Dziś zaliczyłam już 7 dzień a6w i przejechałam aż 57 km, żeby nadrobić wczorajsze marne 11 km. Koniecznie muszę zakupić magnetyczny rowerek(!!!), bo nie zawsze, kiedy mam czas, mogę pojeździć tak, żeby nie przeszkadzać rodzince :(((
Ale teraz z kasą marnie, a będzie jeszcze gorzej, gdy córka wybędzie na studia.
Dziś nocowaliśmy u przyjaciół i na ich wadze zobaczyłam 85 kg! Jutro przetestuję się na swojej, po spodniach widzę, że jest lepiej. Zobaczymy!
Zakupiłam dziś 3 pary spodni i 3 bluzki koszulowe. Książę małżonek zabezpieczył akceptację :)))) Jeszcze tylko muszę je skrócić, tzn. spodnie i będę mogła śmigać.
Oczywiście obfotografuję się na wasz użytek i swój też do porównania, jak już schudnę na chudą szczapę ;))) A wierzę, że nastąpi to niewątpliwie kiedyś...
Wczoraj zostałam skomplementowana przez zupełnie obcego faceta za piękny taniec. Nie jestem pewna, czy był całkiem trzeźwy, ale jeszcze patrzył na oczy :)))
KM też był cały zadowolony z naszych pląsów i już umówiłam się z nim na wtorek na 15 na poćwiczenie tanga, bo już dawno nie śmigaliśmy w tym rytmie po parkiecie :)))
Do czego to doszło, żeby z własnym księciem małżonkiem umawiać się na termin :))))
Basik72
7 września 2009, 13:29Tobie to dobrze - ja już wieki nie tańczyłam z własnym mężem, z cudzym zresztą też nie ;) Kiedyś lubiłam tańczyć, ale odkąd przybrałam na wadze, krępuję się swojego ciała i mam wrażenie że poruszam się niezgrabnie i ciężko jak hipopotam.
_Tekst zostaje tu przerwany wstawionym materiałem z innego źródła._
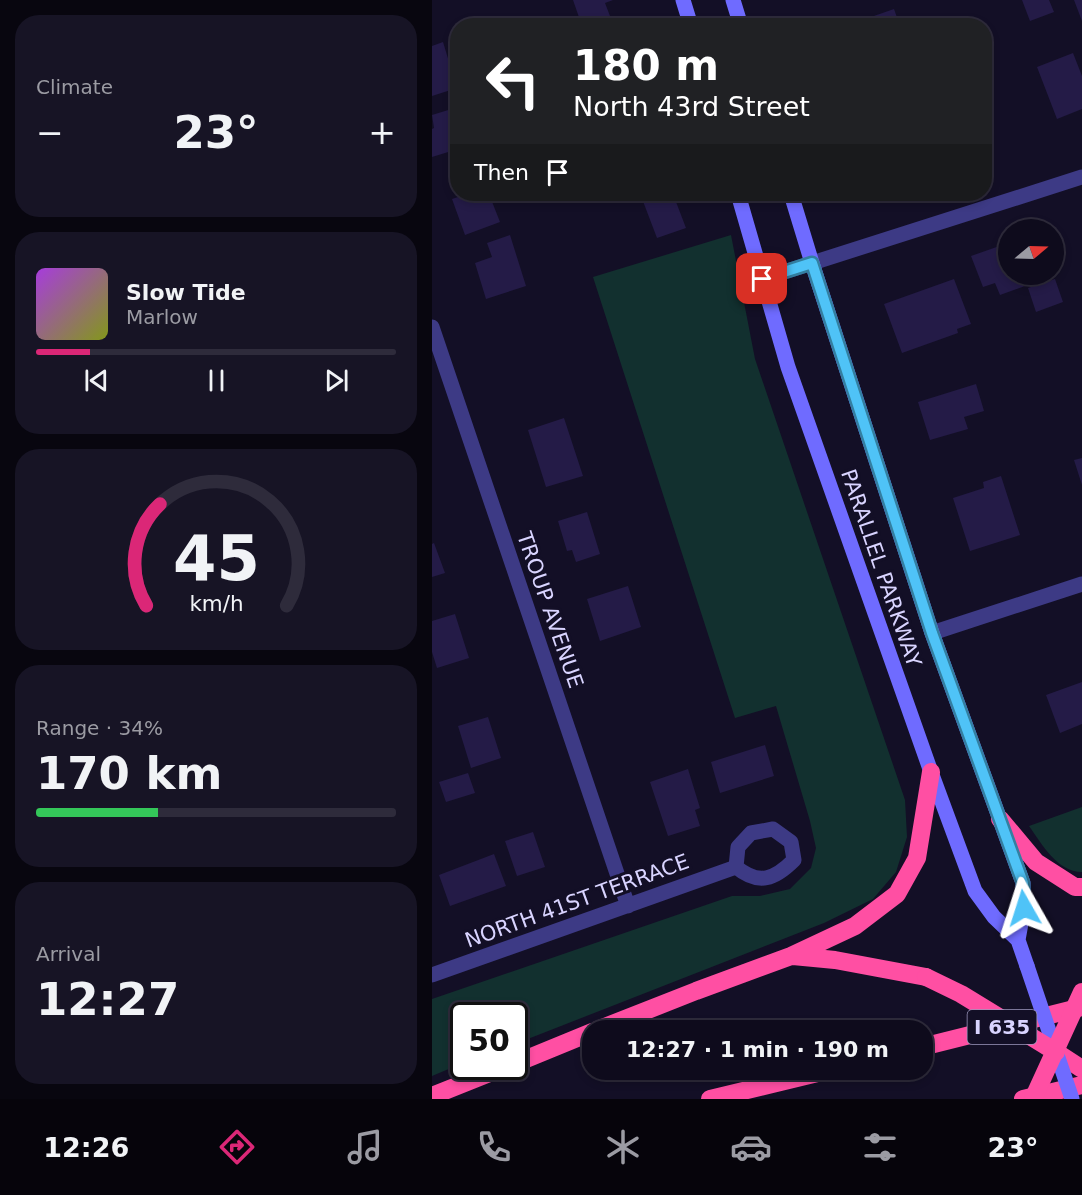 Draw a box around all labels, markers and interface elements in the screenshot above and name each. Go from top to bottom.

Czekam na fotki z nowymi ciuszkami na Tobie!!
malgocha0411
7 września 2009, 09:08o jakbym sobie potańczyła...a tu nie szykuje sie żadna okazja...czasami kiedy nie ma nikogo w domu nastawiam muzyczke dość głośno i tańczę ale samemu to nie to samo...pozdrawiam i buziaczki
gzemela
7 września 2009, 08:53To był niesamowicie grzeczny weekend ;) Twój pamiętnik jest ok. dziesiątym do którego zaglądam i wszędzie, to samo. To zaczyna być nudne Hi! Hi!